Output the listing below verbatim.

### Source material
▬▬▬▬▬▬

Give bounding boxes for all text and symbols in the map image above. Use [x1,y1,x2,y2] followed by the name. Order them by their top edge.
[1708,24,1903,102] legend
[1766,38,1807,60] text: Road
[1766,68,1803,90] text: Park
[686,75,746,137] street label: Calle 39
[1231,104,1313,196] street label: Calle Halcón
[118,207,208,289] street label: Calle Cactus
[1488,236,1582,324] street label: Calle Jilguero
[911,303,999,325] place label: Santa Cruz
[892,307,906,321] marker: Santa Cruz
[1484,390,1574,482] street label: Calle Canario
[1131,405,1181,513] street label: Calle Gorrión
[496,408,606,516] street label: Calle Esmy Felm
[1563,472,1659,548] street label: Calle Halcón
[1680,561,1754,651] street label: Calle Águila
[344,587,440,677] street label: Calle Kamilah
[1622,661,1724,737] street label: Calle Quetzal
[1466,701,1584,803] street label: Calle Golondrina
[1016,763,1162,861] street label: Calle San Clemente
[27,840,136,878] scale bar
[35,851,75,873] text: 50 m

▬▬▬▬▬▬

### Written response
Give bounding boxes for all text and symbols in the map image above. Use [x1,y1,x2,y2] followed by the name. Order them by their top edge.
[1708,24,1903,102] legend
[1766,38,1807,60] text: Road
[1766,68,1803,90] text: Park
[686,75,746,137] street label: Calle 39
[1231,104,1313,196] street label: Calle Halcón
[118,207,208,289] street label: Calle Cactus
[1488,236,1582,324] street label: Calle Jilguero
[911,303,999,325] place label: Santa Cruz
[892,307,906,321] marker: Santa Cruz
[1484,390,1574,482] street label: Calle Canario
[1131,405,1181,513] street label: Calle Gorrión
[496,408,606,516] street label: Calle Esmy Felm
[1563,472,1659,548] street label: Calle Halcón
[1680,561,1754,651] street label: Calle Águila
[344,587,440,677] street label: Calle Kamilah
[1622,661,1724,737] street label: Calle Quetzal
[1466,701,1584,803] street label: Calle Golondrina
[1016,763,1162,861] street label: Calle San Clemente
[27,840,136,878] scale bar
[35,851,75,873] text: 50 m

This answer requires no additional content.